Selling a few different types of breakfast sandwiches cooked under a tent on a portable grill from Walmart has led to local business growing rapidly.
The growth of Breakfast Smoke food truck, whose owner considers it to be more of a diner, can be attributed to the affordability, quality and flavor of the food served at the business in a lot at 904 E. University Ave. Hours are 7:30 a.m.-noon, Monday through Friday.
“People would come and watch me cook on the grill under the tent when we first started about three years ago,” said Sammy Vardaro, the 30-year-old Boston native who owns and operates the business with his partner, Chelsea Redd, 27, who was born and raised in east Gainesville.

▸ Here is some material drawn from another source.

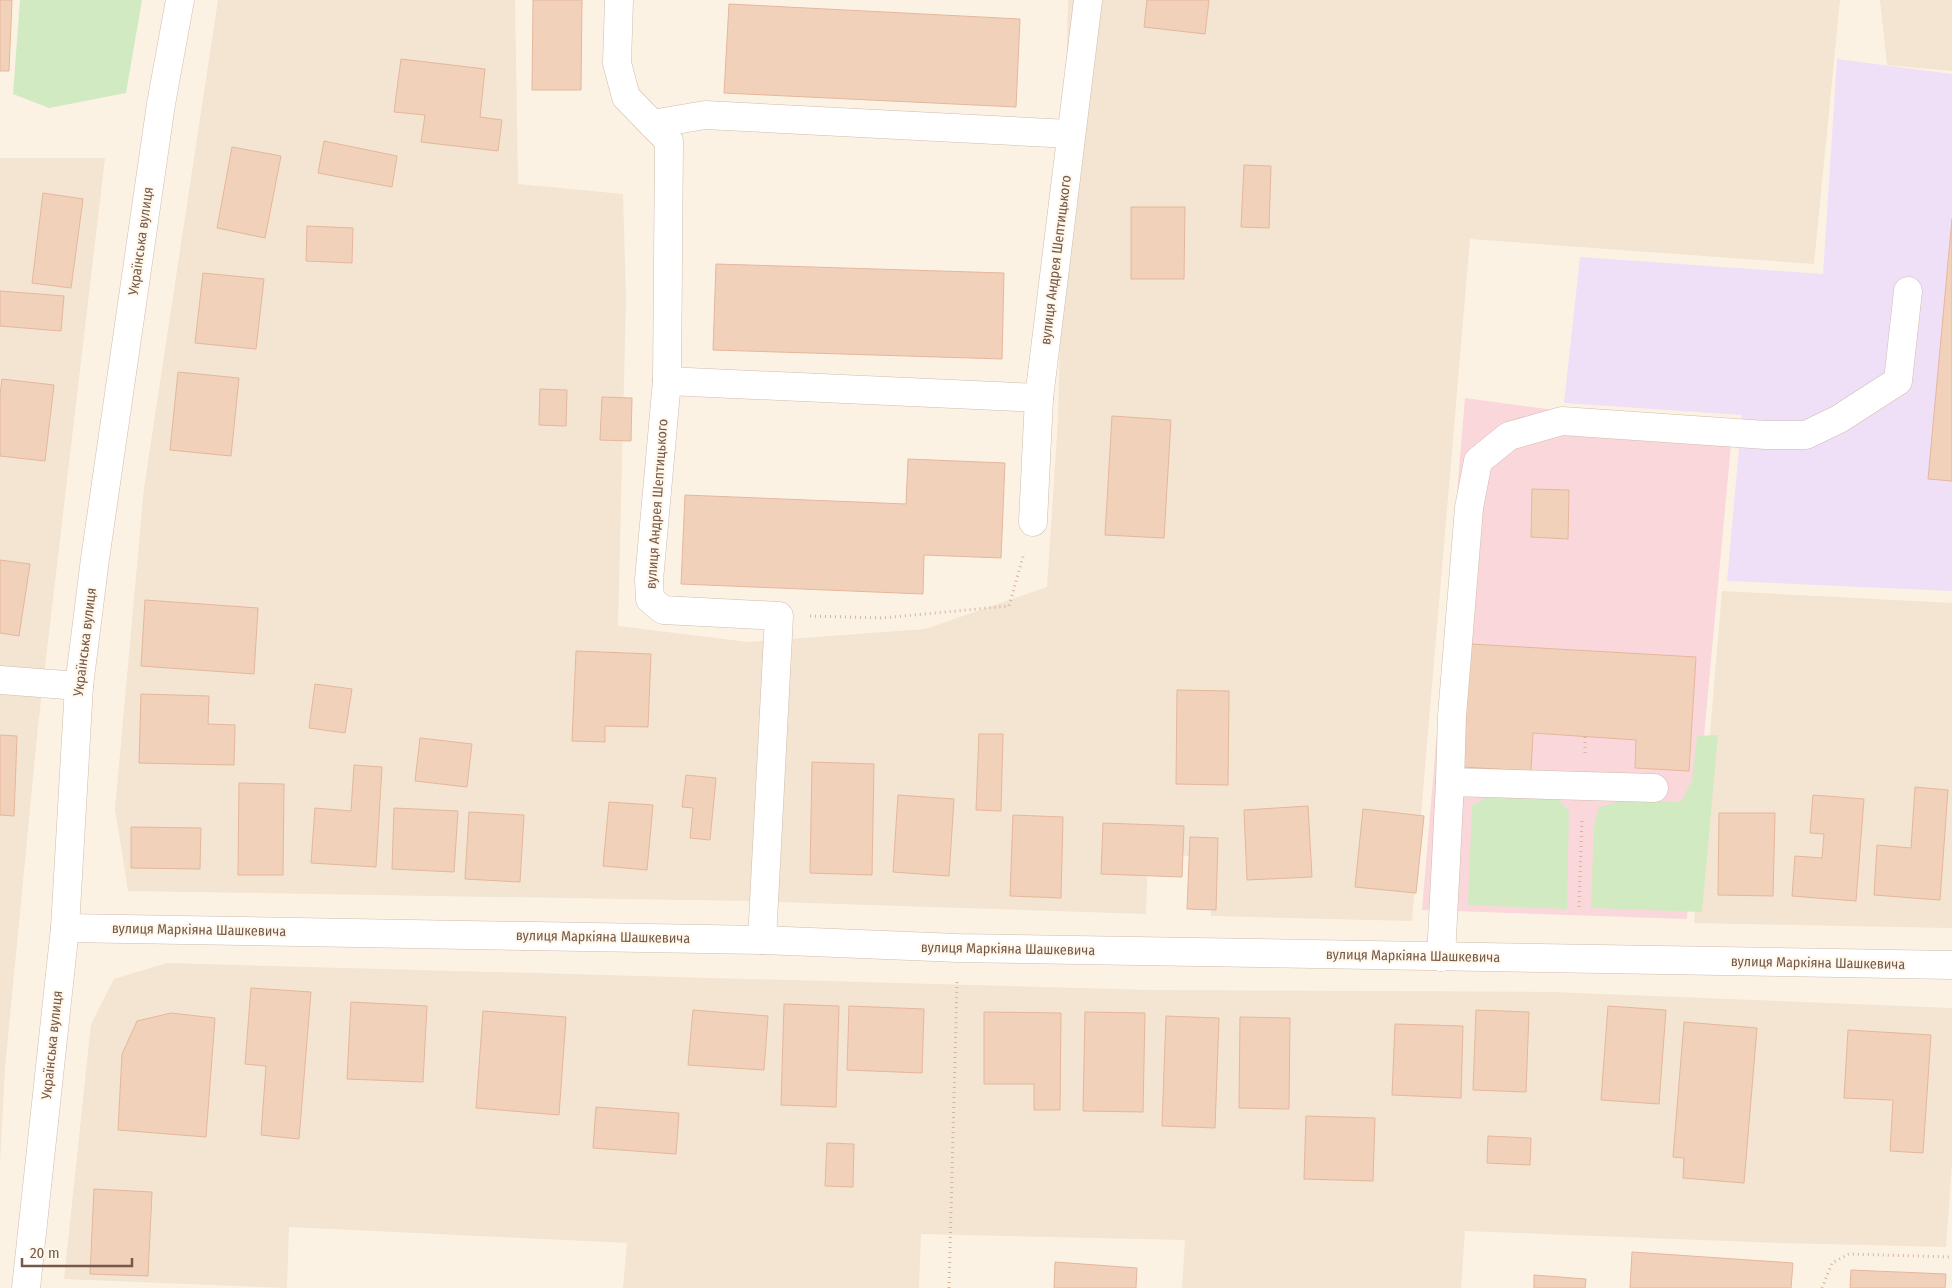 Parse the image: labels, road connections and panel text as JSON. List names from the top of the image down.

After serving food under the tent for a couple of months, city officials forced Vardaro to cease operations until he got the proper license to be a food vendor.
“We paused operations for about three months, started over by getting our paperwork right, and have been going strong ever since,” Vardaro said on a recent day, just after making a fresh order of chicken wings and waffles for longtime customer Sinclair Rivers.
“I’m not going to say I was his first customer, but I could have been because I started coming her when he first started out cooking under the tent,” Rivers said as he picked up his order. “Everything he serves is always good and fresh, and you can tell he has a passion for what he does.”
The business is more of a diner than a simple small food truck because he believes diners are cozier and the relationships he has with his customers are more personal than a simple transaction, Vardaro said.
“We know almost all of our customers by name, and we get to know the new customers by name.”
The menu is simple but tasty, Vardaro said, and includes a variety of sandwiches served on croissants, toast or burritos, as well as entrees served with butter biscuits and bacon and eggs, sausage and eggs, salmon and eggs, steaks and eggs, unbreaded chicken wings and eggs and unbreaded chicken wings and waffles, as well as other items, including asparagus.
“We have options for everybody,” Redd said.
Those options range in price from $7-15, according to the menu posted on the side of the food truck.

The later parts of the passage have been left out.